[Entries taken from a collection]
:::
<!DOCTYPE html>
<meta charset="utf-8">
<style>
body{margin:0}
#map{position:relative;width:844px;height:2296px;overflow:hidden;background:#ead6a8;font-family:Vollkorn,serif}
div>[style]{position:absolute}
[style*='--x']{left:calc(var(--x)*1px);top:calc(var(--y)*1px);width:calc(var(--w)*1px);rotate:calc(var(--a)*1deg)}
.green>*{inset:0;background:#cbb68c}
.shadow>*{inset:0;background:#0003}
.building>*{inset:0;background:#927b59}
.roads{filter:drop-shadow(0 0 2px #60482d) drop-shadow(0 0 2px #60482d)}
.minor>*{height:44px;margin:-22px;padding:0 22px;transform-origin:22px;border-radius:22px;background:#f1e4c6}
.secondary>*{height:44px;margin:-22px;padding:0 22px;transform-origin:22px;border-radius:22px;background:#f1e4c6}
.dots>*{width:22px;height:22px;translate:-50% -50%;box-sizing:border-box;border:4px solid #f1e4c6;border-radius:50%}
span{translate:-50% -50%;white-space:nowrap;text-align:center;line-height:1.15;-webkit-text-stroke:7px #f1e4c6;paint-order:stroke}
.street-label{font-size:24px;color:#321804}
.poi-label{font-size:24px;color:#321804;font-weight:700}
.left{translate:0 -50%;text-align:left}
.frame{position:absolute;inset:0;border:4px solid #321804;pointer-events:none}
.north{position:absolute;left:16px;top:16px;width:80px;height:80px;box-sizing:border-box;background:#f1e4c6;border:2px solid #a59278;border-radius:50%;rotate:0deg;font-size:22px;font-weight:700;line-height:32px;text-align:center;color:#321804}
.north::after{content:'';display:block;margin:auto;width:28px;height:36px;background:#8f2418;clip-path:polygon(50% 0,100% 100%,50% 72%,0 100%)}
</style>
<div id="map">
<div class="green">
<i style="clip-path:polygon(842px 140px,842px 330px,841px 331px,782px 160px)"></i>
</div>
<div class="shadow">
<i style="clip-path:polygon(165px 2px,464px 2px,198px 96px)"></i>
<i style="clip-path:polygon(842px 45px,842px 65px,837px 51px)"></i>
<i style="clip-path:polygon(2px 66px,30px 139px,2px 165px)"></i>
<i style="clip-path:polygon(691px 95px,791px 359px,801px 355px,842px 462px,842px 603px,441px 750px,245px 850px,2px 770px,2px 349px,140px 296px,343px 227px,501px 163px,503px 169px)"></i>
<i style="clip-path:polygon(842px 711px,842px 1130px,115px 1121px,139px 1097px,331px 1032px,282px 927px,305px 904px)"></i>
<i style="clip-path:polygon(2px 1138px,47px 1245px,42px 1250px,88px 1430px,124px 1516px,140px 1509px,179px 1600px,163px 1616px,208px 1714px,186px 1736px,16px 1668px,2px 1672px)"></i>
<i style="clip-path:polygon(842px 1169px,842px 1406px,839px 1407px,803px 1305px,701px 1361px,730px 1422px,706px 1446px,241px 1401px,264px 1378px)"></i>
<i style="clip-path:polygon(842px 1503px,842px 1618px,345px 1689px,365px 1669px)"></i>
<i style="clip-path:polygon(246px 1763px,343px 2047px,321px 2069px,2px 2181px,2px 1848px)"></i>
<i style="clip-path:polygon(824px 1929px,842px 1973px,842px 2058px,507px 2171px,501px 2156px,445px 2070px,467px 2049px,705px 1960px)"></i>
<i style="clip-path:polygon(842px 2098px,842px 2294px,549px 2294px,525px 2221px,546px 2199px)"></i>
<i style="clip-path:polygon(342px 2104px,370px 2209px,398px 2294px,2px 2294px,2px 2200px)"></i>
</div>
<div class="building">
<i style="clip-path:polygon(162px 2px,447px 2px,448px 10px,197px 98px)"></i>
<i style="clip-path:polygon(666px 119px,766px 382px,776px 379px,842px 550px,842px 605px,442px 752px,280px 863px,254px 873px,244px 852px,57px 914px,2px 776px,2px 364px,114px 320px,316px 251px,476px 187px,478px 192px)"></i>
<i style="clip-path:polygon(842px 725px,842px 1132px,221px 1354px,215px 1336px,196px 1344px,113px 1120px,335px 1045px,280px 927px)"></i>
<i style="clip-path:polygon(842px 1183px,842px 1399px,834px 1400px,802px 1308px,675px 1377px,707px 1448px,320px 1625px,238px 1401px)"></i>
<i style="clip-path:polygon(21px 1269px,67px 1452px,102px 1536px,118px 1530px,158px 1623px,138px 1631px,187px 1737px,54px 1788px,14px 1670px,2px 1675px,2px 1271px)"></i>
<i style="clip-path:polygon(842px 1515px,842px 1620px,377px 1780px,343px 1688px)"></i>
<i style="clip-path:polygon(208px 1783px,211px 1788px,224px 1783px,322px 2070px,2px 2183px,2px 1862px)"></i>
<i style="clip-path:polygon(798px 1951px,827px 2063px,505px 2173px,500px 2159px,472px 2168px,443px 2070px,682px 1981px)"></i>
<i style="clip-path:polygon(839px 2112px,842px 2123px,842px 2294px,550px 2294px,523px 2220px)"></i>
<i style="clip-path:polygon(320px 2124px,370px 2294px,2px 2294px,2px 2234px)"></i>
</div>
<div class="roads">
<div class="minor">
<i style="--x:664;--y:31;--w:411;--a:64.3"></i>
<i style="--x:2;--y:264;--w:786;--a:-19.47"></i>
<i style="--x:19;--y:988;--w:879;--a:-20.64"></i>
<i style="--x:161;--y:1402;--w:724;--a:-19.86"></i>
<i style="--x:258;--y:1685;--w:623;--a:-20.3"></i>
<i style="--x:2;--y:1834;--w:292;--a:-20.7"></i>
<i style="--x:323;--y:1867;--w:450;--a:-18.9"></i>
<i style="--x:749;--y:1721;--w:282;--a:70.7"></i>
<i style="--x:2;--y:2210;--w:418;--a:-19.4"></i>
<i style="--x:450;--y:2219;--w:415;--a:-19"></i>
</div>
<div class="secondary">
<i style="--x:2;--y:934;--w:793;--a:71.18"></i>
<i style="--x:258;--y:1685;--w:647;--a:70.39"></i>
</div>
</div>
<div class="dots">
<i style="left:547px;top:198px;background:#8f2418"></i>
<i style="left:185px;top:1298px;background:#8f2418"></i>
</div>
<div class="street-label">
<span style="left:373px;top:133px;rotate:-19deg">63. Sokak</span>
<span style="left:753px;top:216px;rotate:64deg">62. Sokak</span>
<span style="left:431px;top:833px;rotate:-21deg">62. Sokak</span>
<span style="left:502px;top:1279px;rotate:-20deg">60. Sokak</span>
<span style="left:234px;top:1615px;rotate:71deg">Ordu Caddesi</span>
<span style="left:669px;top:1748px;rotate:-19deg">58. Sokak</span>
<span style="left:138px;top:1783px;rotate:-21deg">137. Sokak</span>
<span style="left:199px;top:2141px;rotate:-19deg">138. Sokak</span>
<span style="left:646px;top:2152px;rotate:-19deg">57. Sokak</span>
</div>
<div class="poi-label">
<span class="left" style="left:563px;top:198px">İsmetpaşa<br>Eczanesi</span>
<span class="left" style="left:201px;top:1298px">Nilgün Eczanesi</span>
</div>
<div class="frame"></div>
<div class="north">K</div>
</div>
:::
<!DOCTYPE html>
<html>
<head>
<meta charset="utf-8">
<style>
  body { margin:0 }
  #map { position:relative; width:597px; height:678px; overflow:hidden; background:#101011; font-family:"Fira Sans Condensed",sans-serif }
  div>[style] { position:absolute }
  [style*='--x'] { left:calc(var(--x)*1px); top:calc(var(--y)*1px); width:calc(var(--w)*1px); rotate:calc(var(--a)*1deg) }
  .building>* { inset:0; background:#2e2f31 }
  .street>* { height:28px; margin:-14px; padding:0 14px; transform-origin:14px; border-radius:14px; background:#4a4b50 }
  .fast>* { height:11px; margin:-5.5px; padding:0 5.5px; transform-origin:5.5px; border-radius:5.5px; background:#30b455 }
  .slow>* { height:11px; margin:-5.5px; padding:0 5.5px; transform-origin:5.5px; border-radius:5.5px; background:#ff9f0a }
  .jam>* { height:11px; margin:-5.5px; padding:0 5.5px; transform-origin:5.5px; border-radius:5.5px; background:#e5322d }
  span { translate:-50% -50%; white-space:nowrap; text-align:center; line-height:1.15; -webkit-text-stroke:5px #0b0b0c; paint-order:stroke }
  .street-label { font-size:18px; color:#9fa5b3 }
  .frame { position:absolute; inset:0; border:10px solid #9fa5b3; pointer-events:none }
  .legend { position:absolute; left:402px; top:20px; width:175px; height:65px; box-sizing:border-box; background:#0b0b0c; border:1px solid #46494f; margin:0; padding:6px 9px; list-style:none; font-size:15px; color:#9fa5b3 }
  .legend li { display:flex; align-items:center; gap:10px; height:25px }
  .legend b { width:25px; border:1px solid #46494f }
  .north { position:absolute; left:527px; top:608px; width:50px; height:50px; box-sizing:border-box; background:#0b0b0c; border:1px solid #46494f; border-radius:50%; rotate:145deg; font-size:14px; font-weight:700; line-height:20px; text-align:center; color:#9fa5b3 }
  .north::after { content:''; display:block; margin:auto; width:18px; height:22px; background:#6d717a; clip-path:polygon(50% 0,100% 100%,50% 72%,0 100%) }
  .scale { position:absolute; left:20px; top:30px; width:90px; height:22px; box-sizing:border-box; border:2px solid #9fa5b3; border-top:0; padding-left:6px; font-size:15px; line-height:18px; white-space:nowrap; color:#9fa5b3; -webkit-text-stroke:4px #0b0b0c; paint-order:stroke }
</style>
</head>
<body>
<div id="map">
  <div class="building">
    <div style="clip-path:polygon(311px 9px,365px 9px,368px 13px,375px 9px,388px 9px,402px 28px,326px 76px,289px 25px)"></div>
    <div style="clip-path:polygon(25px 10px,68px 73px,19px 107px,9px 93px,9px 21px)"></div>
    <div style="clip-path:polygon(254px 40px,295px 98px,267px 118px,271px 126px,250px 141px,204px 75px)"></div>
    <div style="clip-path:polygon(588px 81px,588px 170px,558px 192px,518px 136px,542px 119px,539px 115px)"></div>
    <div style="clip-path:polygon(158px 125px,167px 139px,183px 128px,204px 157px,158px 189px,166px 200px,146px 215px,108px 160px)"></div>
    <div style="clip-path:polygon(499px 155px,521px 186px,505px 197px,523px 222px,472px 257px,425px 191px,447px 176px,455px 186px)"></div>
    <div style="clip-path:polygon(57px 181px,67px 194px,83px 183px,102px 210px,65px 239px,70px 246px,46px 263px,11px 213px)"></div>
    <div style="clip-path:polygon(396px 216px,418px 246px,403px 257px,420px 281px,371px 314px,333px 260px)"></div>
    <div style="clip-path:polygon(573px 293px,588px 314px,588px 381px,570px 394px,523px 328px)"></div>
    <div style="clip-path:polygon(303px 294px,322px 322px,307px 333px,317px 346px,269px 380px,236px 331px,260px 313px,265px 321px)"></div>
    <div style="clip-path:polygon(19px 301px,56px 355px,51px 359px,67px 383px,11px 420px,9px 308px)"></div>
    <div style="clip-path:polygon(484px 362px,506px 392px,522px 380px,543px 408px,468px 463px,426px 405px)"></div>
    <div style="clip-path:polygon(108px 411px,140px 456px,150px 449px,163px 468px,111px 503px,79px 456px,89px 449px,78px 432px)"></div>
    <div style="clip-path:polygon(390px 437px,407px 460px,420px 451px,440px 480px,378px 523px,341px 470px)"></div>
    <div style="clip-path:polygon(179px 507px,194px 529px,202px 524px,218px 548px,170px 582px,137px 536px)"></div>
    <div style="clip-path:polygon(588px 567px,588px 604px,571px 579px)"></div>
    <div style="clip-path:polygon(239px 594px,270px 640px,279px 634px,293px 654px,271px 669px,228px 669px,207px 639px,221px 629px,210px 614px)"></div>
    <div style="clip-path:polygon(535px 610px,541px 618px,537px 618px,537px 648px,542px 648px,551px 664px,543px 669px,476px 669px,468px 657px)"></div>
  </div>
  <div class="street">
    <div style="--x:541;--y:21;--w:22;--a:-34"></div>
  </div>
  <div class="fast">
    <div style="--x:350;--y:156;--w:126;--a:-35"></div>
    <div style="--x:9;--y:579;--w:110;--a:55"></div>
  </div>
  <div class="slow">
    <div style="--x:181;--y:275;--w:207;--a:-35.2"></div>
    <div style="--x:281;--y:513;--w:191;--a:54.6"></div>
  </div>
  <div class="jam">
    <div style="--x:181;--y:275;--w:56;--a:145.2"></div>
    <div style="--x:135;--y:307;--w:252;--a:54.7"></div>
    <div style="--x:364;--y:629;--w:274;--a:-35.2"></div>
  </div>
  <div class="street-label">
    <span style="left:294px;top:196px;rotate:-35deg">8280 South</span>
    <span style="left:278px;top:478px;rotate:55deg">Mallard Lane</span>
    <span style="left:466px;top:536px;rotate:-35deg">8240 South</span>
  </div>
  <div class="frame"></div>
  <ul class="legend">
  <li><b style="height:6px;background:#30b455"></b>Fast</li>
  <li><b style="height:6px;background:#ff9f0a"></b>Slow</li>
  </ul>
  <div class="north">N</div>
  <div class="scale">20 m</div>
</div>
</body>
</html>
:::
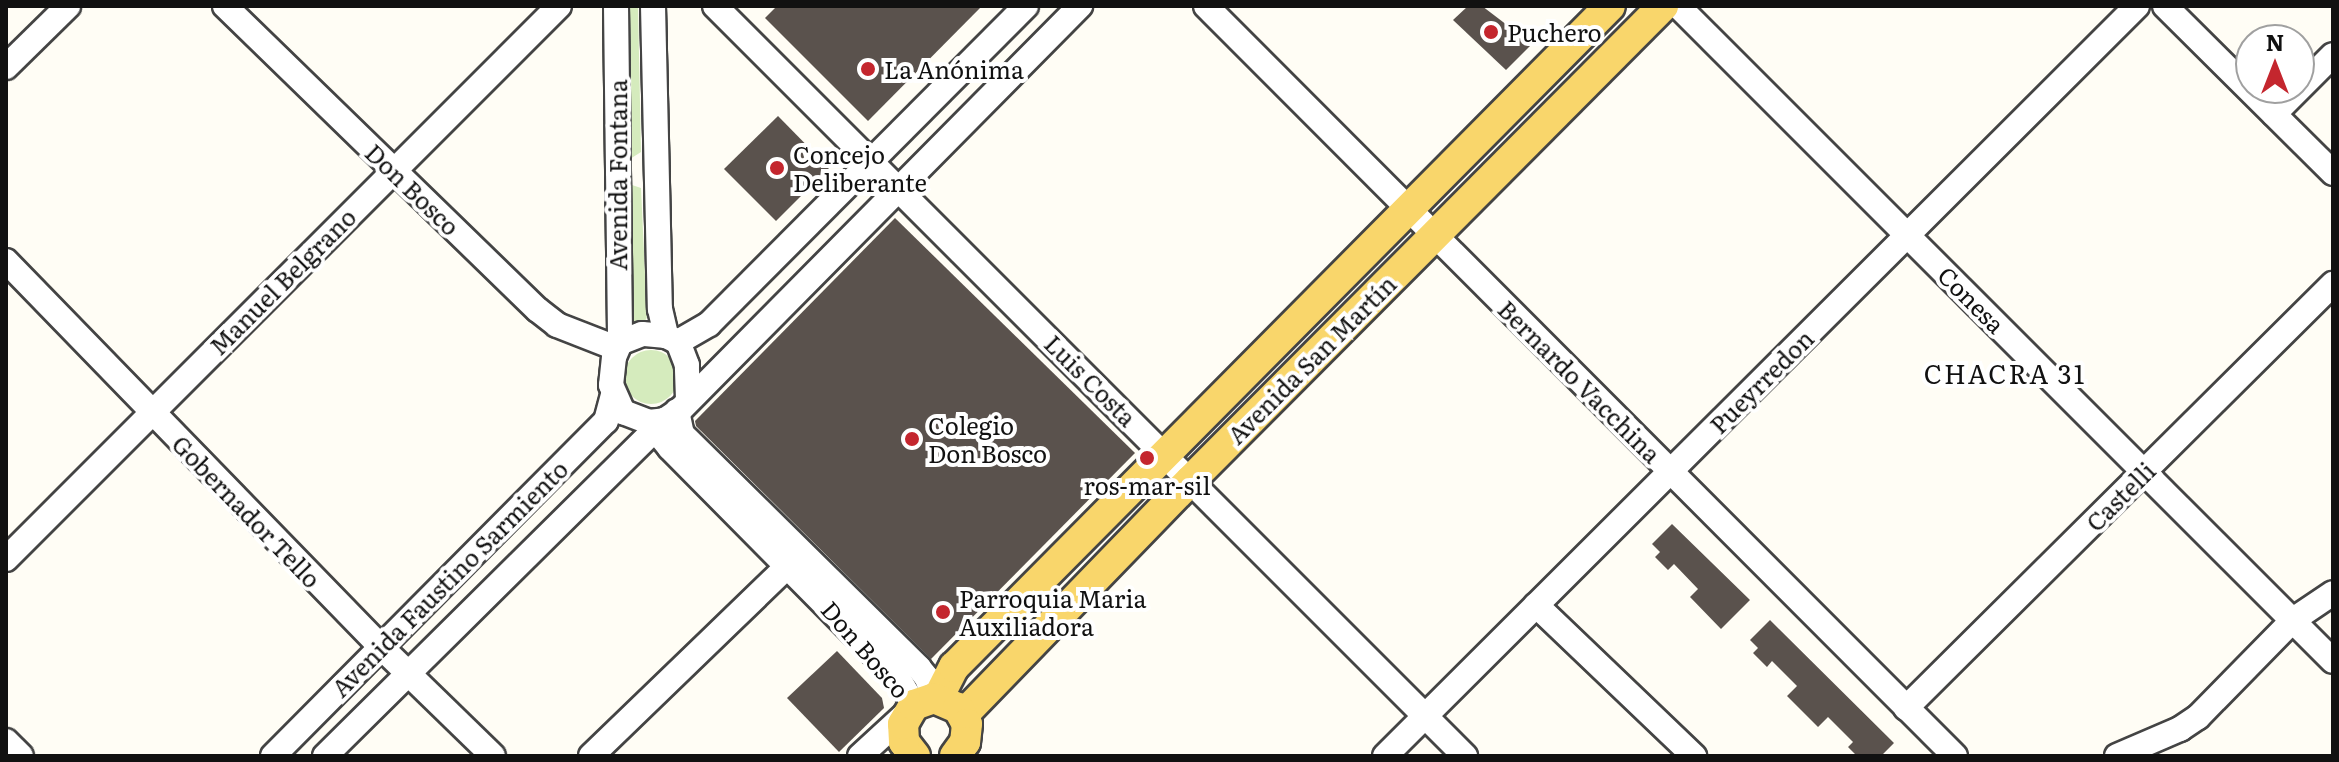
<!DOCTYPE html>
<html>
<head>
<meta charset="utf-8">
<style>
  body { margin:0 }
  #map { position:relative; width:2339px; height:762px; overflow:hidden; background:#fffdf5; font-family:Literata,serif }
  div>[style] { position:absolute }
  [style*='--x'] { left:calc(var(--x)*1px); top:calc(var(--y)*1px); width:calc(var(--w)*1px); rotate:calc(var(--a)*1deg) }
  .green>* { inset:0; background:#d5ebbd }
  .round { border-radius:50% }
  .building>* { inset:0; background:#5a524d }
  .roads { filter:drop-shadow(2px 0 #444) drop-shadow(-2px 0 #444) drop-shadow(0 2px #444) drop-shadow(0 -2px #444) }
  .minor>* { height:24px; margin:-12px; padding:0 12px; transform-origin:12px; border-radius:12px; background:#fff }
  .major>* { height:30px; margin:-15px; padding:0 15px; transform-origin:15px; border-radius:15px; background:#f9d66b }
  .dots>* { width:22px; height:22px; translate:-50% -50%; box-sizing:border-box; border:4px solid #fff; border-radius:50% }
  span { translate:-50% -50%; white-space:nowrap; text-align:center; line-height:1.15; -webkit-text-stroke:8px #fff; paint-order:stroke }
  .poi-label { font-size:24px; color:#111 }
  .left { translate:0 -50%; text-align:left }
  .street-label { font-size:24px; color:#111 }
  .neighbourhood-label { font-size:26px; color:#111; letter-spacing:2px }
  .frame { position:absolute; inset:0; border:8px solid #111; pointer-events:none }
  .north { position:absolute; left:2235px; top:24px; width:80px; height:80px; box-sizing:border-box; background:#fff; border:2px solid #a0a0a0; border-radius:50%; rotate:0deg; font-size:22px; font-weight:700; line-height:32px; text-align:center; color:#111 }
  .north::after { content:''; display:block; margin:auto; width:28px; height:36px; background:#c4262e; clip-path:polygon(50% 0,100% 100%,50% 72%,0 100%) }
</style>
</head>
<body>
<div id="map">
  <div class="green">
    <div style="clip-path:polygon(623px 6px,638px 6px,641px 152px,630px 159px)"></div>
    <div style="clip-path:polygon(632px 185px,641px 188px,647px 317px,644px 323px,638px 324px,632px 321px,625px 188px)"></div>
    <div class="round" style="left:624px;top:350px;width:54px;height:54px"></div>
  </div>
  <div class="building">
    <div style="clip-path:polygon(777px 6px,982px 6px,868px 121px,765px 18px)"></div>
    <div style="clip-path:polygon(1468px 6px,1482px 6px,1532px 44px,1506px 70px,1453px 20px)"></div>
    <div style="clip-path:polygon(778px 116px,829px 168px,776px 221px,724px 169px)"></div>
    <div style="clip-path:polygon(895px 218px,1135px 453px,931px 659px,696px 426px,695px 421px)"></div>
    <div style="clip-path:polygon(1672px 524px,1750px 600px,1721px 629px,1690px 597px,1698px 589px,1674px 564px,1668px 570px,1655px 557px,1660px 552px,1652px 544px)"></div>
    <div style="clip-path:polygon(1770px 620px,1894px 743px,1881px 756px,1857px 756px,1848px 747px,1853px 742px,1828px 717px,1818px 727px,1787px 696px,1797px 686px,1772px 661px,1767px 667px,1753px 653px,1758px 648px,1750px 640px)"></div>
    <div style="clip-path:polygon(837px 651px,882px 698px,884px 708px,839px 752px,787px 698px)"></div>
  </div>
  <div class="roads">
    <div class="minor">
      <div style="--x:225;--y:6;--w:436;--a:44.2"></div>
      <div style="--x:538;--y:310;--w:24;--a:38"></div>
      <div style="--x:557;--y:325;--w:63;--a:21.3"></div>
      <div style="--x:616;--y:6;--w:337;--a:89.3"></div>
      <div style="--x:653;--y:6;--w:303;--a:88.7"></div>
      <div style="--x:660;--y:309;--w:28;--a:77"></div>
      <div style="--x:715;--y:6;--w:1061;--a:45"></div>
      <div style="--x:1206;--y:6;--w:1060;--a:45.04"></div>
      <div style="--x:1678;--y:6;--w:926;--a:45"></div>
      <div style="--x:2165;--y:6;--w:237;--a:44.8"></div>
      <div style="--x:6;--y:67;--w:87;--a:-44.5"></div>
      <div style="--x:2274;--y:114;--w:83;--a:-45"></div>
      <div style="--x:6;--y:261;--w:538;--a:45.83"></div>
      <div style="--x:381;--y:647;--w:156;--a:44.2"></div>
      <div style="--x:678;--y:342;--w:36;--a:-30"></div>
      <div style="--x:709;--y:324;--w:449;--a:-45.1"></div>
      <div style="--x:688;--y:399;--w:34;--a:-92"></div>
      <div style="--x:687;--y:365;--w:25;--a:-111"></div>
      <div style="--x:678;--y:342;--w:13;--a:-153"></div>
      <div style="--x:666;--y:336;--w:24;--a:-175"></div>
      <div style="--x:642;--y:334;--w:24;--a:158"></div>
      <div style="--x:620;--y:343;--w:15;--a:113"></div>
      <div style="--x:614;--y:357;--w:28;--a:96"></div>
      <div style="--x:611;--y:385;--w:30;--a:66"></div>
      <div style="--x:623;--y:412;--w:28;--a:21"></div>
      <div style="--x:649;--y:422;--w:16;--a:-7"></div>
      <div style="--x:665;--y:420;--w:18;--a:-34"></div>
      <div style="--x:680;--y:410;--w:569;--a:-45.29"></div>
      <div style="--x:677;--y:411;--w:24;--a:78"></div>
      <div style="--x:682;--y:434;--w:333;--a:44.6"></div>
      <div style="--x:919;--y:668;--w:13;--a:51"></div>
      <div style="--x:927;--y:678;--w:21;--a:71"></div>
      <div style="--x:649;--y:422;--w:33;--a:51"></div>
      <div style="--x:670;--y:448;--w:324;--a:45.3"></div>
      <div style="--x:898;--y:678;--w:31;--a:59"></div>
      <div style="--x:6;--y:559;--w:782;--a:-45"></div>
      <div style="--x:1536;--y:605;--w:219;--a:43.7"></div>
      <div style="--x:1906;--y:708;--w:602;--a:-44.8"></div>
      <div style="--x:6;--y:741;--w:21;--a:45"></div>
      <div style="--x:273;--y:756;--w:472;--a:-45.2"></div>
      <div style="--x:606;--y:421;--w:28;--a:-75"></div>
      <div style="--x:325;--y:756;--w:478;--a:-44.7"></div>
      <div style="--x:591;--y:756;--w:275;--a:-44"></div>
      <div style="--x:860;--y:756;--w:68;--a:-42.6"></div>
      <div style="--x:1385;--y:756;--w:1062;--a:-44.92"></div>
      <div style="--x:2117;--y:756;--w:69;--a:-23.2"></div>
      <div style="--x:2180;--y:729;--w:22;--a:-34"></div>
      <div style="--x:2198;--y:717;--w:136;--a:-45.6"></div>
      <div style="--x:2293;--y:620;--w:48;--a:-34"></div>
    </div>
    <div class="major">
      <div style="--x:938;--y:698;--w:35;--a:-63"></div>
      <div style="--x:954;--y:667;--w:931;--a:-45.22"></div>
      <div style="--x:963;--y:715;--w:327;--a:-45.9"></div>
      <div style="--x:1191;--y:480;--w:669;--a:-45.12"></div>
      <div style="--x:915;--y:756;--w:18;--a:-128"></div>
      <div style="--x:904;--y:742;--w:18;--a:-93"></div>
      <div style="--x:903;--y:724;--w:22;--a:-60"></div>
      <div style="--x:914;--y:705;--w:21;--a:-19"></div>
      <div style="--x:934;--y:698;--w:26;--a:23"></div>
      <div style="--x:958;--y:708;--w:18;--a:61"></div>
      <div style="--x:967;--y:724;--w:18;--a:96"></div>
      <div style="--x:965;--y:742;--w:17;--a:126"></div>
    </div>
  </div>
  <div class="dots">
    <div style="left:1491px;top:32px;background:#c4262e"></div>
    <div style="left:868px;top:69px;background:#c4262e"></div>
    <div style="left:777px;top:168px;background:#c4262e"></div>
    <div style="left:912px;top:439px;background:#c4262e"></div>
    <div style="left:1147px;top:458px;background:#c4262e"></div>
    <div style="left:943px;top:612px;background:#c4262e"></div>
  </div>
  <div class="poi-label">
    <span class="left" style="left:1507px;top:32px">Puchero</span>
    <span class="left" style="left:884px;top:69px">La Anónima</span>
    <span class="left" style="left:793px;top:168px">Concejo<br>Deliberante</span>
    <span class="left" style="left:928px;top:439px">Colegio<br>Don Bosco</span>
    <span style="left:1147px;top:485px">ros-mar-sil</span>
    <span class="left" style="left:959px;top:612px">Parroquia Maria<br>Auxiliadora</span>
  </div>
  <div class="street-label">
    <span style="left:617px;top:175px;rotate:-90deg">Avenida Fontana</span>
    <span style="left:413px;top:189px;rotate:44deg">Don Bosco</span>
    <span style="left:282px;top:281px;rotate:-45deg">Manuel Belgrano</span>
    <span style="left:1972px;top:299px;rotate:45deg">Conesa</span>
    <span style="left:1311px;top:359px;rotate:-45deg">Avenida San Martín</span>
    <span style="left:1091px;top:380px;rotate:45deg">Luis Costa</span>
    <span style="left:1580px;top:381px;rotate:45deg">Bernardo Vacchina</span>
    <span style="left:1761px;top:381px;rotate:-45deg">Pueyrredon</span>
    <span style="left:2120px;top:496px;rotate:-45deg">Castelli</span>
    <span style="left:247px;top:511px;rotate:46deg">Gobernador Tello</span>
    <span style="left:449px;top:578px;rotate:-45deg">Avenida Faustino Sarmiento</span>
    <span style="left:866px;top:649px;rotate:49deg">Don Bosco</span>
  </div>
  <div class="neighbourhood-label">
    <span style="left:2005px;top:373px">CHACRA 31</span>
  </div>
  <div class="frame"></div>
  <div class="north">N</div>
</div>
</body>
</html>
:::
## WHAT THE EXERCISE ASKS
Filter the records above for lines containing the word "serif", and copy those lines.

## TASK RESPONSE
#map{position:relative;width:844px;height:2296px;overflow:hidden;background:#ead6a8;font-family:Vollkorn,serif}
  #map { position:relative; width:597px; height:678px; overflow:hidden; background:#101011; font-family:"Fira Sans Condensed",sans-serif }
  #map { position:relative; width:2339px; height:762px; overflow:hidden; background:#fffdf5; font-family:Literata,serif }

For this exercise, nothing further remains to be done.